- [SUPPLIED DATA]:
---*---
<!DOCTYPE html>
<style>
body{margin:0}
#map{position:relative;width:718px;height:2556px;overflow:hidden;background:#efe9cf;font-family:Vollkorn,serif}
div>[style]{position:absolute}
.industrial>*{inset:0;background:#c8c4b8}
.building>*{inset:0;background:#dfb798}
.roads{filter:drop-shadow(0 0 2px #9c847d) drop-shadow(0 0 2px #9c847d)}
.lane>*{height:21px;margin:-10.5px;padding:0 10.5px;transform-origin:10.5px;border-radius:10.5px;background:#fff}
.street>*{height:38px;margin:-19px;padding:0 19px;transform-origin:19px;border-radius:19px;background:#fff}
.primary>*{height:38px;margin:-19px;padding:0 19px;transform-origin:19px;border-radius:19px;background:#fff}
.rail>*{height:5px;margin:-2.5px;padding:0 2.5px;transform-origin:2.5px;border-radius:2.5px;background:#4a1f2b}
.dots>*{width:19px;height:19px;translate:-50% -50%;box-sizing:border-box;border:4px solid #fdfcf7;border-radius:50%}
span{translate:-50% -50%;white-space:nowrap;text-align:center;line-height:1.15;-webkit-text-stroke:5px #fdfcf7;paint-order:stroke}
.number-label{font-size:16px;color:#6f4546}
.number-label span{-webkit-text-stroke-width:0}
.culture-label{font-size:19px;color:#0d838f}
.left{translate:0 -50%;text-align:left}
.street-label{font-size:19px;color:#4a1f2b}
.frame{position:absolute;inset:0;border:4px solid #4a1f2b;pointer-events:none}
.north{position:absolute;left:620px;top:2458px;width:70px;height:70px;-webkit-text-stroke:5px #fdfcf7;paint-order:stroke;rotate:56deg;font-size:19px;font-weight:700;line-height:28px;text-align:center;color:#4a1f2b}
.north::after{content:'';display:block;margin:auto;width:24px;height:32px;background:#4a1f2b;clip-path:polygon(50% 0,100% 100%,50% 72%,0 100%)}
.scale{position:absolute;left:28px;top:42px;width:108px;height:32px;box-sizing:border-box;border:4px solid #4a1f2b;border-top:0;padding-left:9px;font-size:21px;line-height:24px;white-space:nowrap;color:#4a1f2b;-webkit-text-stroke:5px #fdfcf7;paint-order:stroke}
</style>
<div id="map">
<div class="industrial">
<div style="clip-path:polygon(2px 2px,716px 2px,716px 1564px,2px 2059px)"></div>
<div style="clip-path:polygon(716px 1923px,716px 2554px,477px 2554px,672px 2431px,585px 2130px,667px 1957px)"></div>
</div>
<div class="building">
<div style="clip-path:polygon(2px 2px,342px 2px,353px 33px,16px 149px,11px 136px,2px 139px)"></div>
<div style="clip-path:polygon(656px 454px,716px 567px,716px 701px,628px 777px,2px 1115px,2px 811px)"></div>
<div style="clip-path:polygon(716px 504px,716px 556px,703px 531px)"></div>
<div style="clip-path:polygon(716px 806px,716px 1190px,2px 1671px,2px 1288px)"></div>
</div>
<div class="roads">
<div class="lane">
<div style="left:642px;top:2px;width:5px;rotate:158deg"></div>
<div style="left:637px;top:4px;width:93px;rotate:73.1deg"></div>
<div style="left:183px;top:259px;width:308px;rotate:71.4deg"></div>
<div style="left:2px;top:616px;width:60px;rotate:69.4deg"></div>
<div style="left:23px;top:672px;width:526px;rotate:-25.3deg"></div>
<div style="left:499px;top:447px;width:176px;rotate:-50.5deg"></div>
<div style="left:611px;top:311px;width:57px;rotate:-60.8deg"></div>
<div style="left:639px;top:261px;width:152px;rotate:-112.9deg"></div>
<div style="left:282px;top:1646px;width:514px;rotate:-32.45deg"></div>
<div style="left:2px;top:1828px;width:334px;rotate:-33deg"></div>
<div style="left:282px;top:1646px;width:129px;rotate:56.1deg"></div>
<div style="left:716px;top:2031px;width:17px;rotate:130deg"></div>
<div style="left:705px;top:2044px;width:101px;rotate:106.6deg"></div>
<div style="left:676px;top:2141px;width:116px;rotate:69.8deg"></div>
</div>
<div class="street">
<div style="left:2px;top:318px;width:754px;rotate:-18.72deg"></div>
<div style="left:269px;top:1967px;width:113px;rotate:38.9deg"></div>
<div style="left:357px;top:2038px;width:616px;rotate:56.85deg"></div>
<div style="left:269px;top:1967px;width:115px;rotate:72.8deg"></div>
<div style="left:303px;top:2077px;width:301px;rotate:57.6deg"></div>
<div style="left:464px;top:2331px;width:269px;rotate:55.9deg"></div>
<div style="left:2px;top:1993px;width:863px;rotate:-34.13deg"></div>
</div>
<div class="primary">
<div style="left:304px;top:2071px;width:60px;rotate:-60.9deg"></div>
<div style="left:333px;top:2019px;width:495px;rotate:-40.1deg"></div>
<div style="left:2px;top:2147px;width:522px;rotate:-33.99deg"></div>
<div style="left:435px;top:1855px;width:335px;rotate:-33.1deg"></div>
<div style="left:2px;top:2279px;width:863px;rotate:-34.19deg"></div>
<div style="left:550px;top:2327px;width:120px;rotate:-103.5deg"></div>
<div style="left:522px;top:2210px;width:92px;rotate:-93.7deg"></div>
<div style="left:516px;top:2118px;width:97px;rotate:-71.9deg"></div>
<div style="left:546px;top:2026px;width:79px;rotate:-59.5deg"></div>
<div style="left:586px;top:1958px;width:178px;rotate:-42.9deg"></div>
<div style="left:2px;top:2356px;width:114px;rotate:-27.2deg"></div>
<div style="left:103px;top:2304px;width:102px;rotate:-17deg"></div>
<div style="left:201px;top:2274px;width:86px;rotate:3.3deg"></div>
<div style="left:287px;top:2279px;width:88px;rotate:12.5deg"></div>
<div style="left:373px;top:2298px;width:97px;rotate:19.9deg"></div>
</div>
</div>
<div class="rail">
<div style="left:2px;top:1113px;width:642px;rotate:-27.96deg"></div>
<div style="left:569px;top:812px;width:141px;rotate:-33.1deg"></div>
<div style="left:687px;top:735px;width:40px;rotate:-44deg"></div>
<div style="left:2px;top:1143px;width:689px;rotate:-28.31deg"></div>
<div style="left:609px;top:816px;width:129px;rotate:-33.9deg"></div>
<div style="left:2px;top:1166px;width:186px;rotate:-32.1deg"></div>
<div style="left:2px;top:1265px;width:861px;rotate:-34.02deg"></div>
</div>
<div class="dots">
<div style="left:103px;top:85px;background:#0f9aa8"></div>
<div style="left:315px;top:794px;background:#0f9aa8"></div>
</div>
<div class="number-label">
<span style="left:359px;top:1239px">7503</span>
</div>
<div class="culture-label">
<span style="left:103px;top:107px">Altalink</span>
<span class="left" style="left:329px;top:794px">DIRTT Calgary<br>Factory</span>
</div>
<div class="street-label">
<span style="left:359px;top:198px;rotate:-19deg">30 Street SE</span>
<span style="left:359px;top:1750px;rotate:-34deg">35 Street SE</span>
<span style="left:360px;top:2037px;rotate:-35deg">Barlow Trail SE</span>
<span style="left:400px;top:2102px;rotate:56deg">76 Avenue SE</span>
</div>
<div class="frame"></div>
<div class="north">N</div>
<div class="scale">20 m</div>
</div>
---*---
- [EXERCISE DESCRIPTION]: Exact reproduction is required: output the lines from the start of the entries above through the line with "2px #9c847d) drop-shadow(0".

- [SOLUTION BELOW]:
<!DOCTYPE html>
<style>
body{margin:0}
#map{position:relative;width:718px;height:2556px;overflow:hidden;background:#efe9cf;font-family:Vollkorn,serif}
div>[style]{position:absolute}
.industrial>*{inset:0;background:#c8c4b8}
.building>*{inset:0;background:#dfb798}
.roads{filter:drop-shadow(0 0 2px #9c847d) drop-shadow(0 0 2px #9c847d)}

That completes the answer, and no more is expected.